Show all lines of the listing that hold the word "JSON".

(Beginning of INFORMATION PROVIDED)

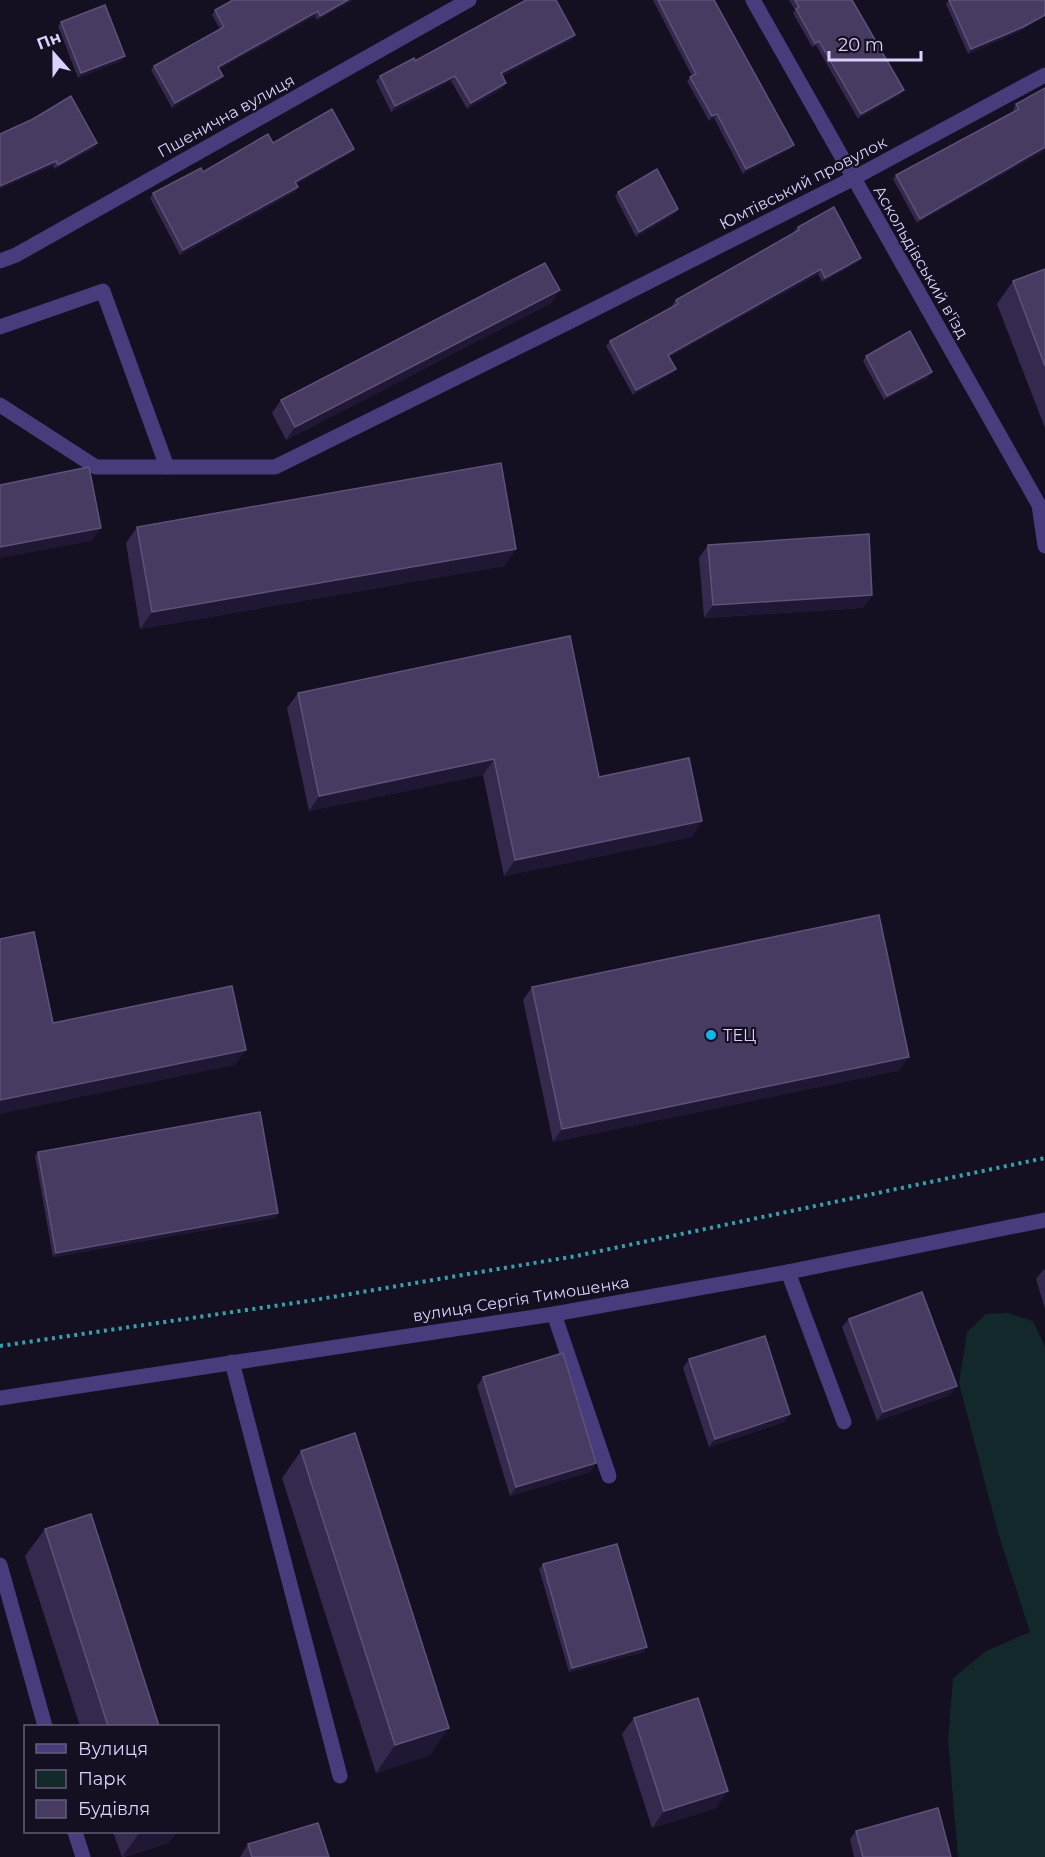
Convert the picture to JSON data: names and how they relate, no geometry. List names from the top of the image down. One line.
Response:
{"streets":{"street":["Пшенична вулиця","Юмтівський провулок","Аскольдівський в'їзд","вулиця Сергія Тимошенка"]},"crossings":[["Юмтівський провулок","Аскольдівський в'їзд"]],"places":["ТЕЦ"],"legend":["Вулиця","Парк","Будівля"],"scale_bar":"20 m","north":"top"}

(End of INFORMATION PROVIDED)
(Beginning of INFORMATION PROVIDED)

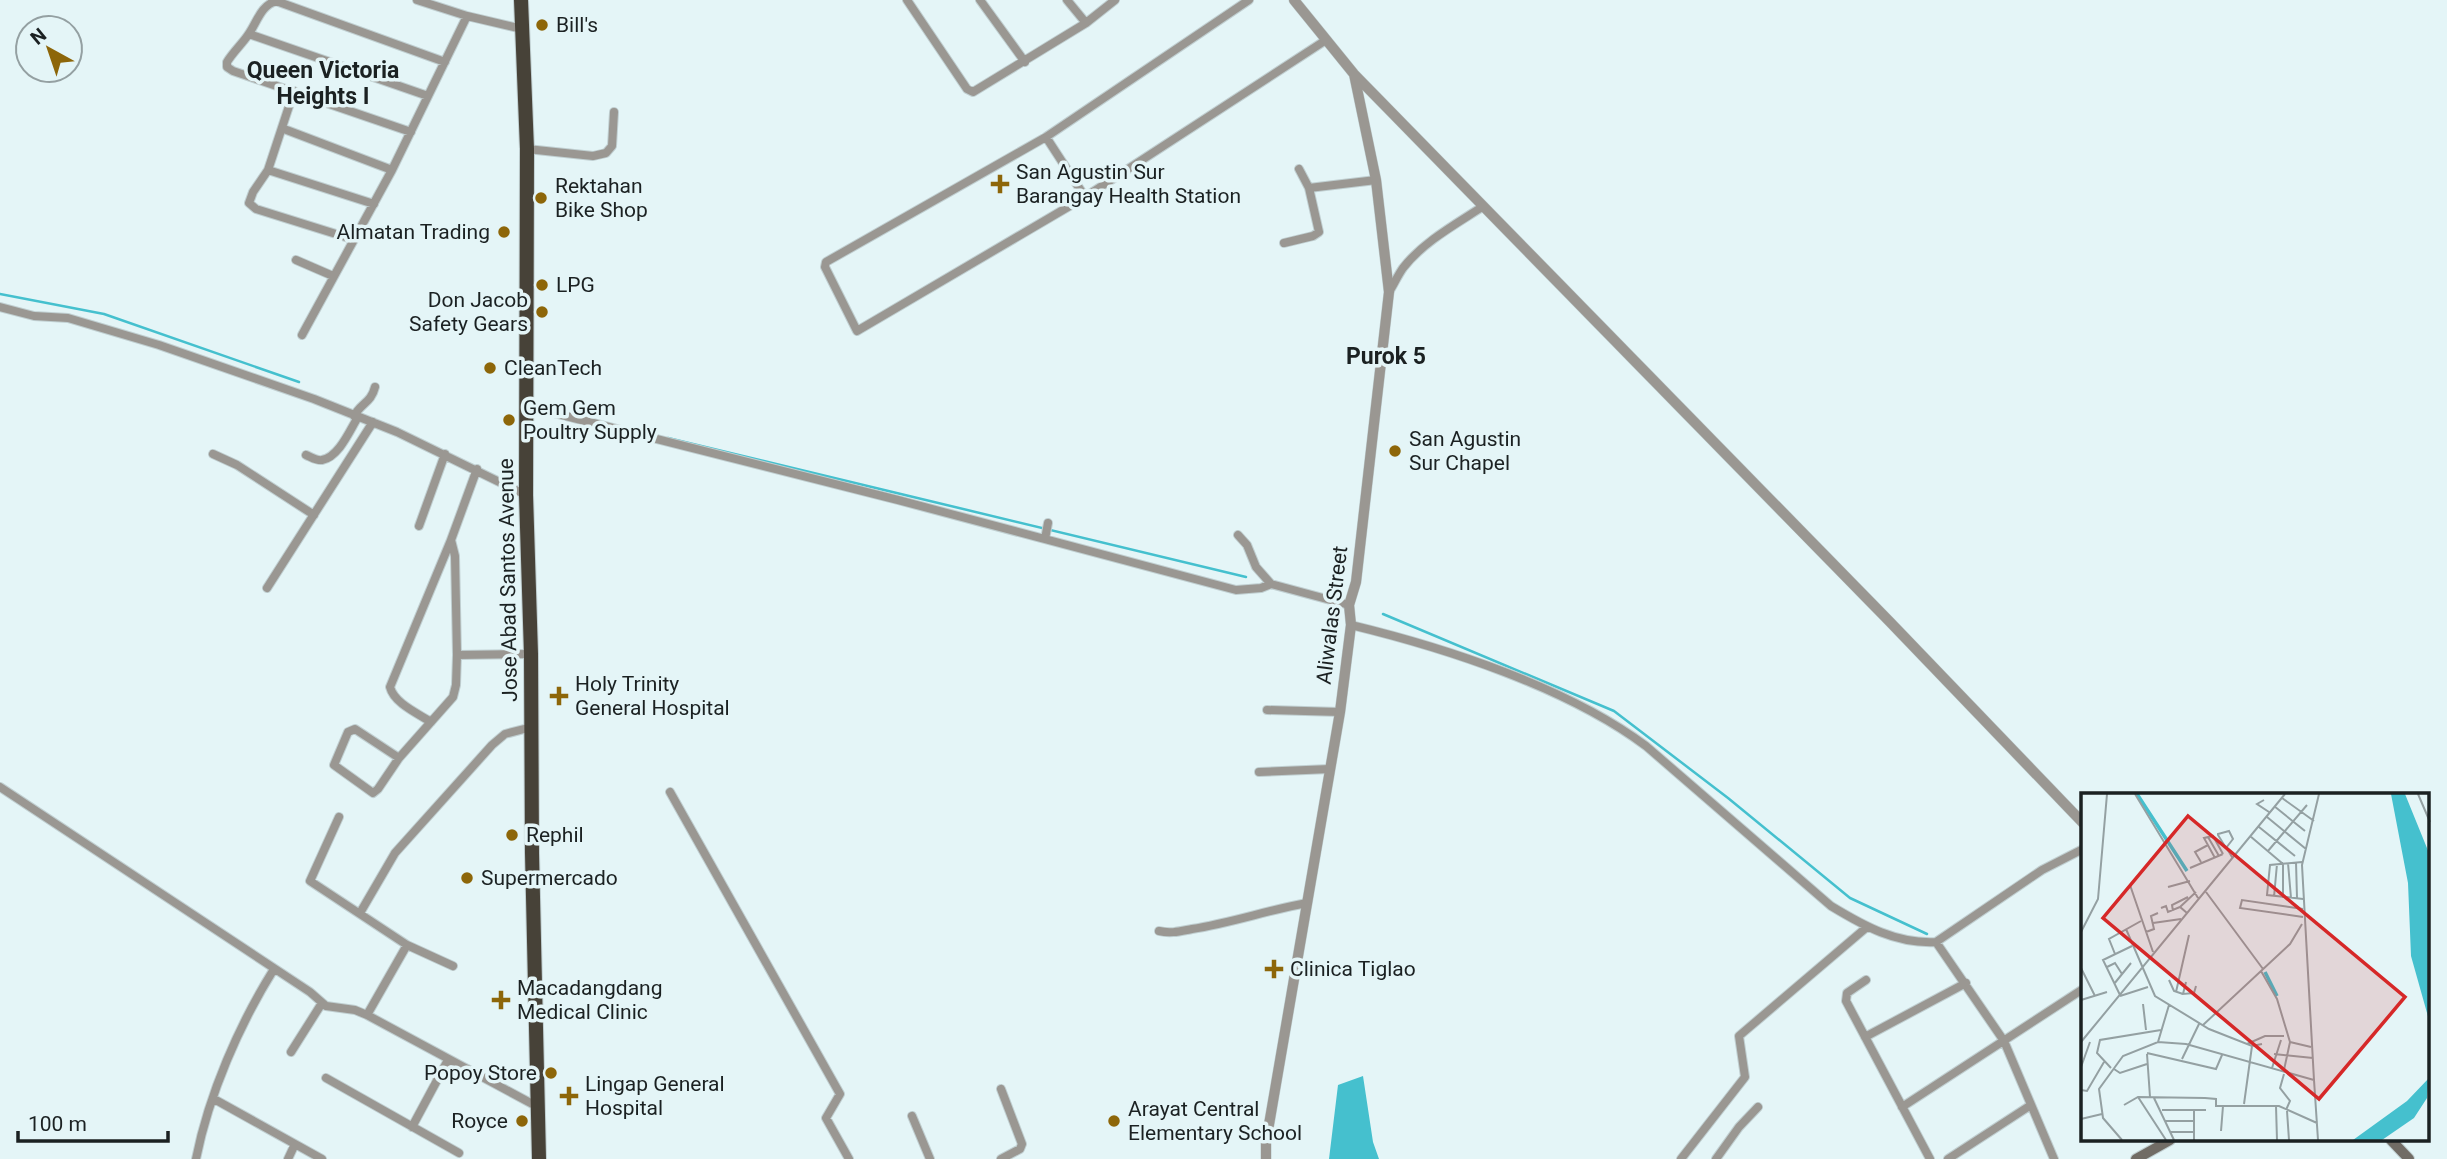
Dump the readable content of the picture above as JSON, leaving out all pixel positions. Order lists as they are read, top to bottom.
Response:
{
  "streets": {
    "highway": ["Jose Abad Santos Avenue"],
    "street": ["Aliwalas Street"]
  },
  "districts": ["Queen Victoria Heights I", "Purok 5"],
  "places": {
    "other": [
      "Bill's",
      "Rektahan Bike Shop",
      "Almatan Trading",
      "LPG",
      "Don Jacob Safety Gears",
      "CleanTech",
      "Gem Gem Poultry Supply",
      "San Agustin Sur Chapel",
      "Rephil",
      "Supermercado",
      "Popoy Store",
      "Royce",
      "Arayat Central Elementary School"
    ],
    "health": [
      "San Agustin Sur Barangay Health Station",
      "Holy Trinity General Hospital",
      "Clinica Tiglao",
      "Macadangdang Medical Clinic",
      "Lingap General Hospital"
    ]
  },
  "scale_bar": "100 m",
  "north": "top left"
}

(End of INFORMATION PROVIDED)

(TASK ANSWER):
Convert the picture to JSON data: names and how they relate, no geometry. List names from the top of the image down. One line.
Dump the readable content of the picture above as JSON, leaving out all pixel positions. Order lists as they are read, top to bottom.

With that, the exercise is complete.